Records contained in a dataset
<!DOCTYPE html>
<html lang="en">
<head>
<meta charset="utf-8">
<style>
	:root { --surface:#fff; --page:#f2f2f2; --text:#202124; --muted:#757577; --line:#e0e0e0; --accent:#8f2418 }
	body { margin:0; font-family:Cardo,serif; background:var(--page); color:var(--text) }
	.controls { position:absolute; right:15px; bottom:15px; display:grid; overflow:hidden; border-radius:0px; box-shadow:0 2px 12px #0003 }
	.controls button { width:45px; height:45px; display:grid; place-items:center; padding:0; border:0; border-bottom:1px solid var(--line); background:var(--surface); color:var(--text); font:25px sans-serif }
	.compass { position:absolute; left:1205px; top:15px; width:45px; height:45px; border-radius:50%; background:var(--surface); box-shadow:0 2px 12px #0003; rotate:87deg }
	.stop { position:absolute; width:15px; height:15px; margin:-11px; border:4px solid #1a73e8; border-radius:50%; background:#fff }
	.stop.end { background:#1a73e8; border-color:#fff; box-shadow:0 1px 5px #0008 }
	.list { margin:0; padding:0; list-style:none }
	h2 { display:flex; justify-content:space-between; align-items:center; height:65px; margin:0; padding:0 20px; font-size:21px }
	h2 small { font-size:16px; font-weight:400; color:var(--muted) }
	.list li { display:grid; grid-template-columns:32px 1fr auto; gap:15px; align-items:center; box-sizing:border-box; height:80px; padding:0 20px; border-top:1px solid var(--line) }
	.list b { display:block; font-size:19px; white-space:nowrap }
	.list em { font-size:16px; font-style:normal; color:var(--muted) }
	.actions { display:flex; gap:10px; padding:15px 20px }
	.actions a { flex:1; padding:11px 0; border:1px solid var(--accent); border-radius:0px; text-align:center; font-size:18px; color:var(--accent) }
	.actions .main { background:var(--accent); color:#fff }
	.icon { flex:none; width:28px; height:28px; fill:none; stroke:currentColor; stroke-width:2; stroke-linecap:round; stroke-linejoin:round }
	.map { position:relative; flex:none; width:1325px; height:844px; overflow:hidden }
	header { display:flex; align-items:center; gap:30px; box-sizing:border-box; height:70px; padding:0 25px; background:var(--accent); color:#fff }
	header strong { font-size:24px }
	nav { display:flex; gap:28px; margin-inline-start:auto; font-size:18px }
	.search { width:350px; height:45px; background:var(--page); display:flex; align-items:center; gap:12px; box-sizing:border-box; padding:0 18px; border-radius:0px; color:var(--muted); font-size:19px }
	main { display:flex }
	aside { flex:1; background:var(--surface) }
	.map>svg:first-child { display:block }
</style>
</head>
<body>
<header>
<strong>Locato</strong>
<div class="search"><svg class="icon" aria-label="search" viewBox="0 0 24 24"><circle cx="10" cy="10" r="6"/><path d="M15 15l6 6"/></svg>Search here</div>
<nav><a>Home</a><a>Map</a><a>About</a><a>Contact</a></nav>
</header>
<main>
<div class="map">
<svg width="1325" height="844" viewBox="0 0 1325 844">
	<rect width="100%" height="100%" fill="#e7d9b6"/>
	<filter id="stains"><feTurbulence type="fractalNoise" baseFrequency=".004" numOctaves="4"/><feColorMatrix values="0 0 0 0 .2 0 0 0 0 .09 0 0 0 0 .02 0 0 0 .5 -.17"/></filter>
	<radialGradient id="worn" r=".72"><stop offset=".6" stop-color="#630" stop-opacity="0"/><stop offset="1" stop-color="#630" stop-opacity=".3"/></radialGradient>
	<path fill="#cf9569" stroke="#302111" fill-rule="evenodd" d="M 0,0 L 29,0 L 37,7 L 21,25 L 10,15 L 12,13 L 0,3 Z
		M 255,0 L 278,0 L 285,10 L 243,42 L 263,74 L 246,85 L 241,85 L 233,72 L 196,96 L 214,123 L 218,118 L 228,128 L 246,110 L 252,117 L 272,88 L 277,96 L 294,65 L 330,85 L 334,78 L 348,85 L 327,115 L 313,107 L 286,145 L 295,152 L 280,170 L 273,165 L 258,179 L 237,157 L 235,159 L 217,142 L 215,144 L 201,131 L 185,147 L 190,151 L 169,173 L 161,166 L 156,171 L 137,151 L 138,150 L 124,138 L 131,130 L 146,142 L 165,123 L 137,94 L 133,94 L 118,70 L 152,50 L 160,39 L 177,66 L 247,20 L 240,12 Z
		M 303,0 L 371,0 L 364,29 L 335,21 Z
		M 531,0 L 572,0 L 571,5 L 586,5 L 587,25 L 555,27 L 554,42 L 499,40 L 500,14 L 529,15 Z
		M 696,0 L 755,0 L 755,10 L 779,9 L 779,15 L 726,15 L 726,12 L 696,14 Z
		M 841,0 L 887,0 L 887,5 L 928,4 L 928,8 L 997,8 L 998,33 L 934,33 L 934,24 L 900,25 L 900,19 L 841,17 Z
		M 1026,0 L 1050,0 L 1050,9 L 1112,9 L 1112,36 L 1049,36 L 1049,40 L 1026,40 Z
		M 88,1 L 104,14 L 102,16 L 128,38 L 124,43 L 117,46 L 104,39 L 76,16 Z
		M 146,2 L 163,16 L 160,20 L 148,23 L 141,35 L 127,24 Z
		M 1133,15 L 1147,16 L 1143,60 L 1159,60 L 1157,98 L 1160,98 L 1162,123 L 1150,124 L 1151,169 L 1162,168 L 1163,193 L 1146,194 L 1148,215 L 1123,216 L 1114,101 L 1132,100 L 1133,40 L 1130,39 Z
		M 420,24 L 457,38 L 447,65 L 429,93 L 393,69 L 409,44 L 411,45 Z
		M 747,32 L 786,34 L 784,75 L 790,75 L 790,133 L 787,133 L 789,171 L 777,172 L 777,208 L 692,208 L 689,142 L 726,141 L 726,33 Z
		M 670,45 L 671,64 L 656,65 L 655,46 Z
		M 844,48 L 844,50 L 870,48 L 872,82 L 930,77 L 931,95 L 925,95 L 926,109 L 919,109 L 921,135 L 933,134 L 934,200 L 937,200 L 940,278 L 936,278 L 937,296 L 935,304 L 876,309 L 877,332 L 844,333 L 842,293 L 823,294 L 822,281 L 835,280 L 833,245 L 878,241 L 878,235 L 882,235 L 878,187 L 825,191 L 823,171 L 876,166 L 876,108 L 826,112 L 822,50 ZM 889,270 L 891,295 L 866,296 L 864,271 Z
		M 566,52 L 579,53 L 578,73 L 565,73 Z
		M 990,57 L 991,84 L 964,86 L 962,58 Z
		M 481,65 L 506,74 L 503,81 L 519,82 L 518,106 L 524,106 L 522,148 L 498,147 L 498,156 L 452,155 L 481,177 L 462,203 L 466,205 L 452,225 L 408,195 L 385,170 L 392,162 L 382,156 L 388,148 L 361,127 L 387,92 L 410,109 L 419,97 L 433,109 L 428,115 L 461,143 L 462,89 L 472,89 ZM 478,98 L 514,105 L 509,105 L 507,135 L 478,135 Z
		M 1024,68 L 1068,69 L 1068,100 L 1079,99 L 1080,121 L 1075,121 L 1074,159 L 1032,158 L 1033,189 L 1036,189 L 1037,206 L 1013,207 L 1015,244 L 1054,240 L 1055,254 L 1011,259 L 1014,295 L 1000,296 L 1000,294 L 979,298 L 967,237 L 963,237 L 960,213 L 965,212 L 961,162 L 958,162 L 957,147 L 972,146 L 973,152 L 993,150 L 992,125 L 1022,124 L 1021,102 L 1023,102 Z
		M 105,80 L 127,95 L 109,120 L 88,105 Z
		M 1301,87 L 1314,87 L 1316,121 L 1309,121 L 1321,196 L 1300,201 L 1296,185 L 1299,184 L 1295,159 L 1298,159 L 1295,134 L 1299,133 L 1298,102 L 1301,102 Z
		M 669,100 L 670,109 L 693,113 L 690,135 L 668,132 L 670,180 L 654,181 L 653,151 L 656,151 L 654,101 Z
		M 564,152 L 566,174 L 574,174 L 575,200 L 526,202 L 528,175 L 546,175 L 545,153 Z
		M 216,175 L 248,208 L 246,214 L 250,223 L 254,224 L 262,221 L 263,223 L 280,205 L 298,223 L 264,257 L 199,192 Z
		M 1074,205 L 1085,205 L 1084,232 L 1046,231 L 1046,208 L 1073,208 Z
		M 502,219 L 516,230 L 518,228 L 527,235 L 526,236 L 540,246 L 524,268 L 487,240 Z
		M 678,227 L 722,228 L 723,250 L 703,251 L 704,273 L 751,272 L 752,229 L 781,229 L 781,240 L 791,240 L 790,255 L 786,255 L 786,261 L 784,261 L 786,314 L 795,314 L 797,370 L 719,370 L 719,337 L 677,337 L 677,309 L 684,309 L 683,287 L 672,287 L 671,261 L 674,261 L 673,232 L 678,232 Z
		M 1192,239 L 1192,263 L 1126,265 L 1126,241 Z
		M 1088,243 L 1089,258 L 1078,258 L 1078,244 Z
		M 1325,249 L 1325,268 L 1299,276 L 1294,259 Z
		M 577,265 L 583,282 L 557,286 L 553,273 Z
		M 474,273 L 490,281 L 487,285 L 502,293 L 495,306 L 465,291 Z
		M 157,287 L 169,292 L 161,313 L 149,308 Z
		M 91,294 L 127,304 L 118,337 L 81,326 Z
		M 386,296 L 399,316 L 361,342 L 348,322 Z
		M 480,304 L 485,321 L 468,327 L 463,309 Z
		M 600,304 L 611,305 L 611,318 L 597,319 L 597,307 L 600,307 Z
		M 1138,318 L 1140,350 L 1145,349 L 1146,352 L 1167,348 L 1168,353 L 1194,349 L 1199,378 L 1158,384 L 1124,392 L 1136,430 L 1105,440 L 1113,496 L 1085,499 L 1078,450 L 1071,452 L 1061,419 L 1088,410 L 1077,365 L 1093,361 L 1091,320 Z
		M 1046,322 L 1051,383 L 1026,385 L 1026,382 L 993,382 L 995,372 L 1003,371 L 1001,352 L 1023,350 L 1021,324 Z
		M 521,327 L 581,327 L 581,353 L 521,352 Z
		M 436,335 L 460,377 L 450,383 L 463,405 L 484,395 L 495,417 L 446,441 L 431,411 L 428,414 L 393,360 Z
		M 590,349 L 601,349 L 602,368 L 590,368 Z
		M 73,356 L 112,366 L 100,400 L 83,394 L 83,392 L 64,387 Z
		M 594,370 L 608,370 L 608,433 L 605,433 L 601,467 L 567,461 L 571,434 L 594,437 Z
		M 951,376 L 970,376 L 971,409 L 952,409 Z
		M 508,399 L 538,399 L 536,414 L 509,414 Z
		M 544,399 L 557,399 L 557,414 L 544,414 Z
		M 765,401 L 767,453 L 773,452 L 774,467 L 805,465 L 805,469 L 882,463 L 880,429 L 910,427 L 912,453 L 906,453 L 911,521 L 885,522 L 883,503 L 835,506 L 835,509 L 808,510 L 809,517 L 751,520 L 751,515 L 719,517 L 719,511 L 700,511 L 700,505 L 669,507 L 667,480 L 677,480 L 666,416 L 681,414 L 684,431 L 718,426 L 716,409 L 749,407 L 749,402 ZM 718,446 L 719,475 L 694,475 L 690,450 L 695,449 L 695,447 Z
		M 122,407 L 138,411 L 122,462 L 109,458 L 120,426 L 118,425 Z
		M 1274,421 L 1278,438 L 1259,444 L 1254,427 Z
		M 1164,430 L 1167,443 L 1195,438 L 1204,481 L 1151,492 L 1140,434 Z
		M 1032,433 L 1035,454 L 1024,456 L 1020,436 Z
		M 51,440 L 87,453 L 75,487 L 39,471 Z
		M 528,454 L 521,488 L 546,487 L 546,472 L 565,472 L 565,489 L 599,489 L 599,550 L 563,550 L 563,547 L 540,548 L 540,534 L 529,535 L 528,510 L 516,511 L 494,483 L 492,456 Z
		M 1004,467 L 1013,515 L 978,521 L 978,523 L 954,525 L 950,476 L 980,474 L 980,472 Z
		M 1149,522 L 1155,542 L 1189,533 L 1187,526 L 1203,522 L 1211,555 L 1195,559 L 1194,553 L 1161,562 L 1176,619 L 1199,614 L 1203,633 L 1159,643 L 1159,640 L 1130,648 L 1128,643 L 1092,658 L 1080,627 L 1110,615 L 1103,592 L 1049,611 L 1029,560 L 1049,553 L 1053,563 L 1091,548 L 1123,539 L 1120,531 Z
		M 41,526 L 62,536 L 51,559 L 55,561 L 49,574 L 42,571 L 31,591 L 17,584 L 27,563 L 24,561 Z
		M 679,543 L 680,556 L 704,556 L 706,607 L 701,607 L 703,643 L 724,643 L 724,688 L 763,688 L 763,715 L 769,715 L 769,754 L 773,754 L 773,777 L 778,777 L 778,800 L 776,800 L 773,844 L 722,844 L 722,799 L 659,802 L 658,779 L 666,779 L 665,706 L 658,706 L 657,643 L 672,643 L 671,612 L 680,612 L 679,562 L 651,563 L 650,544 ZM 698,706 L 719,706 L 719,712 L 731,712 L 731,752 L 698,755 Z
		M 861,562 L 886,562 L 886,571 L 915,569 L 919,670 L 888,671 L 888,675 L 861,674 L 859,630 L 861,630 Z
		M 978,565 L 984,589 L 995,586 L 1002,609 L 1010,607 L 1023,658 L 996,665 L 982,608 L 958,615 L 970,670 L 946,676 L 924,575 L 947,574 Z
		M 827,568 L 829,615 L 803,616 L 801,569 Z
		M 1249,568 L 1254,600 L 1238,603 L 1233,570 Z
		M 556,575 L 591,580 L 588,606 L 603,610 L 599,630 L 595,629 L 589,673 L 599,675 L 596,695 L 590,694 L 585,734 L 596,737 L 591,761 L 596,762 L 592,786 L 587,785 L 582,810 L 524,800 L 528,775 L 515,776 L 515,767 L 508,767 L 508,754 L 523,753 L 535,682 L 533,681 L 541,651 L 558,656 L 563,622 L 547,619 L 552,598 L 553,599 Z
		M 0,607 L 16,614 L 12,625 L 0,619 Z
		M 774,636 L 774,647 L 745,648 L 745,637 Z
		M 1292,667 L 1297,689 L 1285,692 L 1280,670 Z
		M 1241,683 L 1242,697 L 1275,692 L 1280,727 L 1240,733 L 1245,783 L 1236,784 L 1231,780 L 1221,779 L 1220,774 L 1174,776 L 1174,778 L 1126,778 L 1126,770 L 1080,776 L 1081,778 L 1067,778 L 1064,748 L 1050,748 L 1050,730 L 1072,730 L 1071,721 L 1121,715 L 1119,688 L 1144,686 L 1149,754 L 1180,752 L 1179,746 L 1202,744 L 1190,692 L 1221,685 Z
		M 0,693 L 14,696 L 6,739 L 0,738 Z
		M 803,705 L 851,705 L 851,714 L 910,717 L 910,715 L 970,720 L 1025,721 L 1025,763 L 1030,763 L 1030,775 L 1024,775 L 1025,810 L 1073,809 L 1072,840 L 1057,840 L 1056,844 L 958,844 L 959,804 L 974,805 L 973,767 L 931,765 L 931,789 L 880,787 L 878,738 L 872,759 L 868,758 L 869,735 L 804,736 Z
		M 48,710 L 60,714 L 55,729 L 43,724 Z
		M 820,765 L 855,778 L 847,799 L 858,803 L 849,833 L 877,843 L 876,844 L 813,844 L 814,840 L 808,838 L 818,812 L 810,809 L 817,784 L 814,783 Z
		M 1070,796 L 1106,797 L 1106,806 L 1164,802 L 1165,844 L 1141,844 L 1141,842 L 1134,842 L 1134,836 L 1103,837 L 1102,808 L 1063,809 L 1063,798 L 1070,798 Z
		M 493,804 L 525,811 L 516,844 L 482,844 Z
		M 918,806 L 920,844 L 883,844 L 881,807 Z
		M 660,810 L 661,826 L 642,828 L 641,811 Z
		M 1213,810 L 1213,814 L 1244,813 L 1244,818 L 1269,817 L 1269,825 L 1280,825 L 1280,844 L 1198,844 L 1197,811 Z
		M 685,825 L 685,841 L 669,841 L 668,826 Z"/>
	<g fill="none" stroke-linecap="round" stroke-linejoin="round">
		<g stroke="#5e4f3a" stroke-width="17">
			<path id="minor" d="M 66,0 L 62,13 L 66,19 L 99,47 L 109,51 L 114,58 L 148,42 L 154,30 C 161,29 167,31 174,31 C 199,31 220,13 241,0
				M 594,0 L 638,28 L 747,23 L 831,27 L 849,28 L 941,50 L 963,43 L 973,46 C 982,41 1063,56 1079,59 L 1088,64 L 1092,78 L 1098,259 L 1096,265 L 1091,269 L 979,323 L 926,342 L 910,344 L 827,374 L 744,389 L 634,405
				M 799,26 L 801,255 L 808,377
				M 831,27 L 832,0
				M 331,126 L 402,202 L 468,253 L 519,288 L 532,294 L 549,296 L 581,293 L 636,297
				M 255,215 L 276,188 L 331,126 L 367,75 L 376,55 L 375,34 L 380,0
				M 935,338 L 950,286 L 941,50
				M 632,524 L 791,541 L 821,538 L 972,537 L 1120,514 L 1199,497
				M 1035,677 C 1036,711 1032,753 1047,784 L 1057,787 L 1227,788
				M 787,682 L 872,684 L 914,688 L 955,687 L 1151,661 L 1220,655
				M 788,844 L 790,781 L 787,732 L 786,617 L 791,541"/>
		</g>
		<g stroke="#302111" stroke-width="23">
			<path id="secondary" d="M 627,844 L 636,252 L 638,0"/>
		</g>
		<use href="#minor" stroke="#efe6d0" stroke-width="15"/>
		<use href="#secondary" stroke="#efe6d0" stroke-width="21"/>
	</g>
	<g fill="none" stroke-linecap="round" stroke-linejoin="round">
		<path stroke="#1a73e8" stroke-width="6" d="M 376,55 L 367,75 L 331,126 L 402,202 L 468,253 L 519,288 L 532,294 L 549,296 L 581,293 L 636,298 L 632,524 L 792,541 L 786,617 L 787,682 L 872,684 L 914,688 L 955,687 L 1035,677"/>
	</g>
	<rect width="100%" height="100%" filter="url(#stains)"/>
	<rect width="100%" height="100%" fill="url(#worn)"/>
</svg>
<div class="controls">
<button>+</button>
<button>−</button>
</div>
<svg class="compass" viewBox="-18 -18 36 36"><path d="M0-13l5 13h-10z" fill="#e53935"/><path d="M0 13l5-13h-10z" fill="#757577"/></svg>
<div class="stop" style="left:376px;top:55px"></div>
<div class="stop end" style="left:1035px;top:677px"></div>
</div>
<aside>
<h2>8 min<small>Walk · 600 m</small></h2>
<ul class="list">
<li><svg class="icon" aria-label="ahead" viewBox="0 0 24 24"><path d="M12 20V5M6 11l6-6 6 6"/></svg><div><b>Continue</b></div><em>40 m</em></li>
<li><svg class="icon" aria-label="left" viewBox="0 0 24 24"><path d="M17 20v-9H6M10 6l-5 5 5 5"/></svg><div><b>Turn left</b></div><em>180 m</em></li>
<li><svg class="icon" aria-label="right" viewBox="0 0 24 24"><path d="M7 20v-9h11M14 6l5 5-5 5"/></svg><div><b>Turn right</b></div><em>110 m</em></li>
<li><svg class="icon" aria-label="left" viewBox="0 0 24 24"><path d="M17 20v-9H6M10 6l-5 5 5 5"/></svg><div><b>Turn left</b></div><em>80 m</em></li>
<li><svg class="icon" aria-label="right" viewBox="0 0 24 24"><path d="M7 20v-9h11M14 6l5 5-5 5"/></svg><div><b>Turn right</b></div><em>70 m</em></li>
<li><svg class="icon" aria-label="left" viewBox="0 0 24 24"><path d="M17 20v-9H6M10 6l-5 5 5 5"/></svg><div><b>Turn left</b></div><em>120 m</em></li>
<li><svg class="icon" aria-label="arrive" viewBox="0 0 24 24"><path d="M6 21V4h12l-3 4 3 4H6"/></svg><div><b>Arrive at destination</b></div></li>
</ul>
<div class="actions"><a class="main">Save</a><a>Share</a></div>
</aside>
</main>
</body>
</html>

▶ Activity:
Work out how many lines of the data include the word "absolute". Then write only that number.

▶ Solution to this task:
3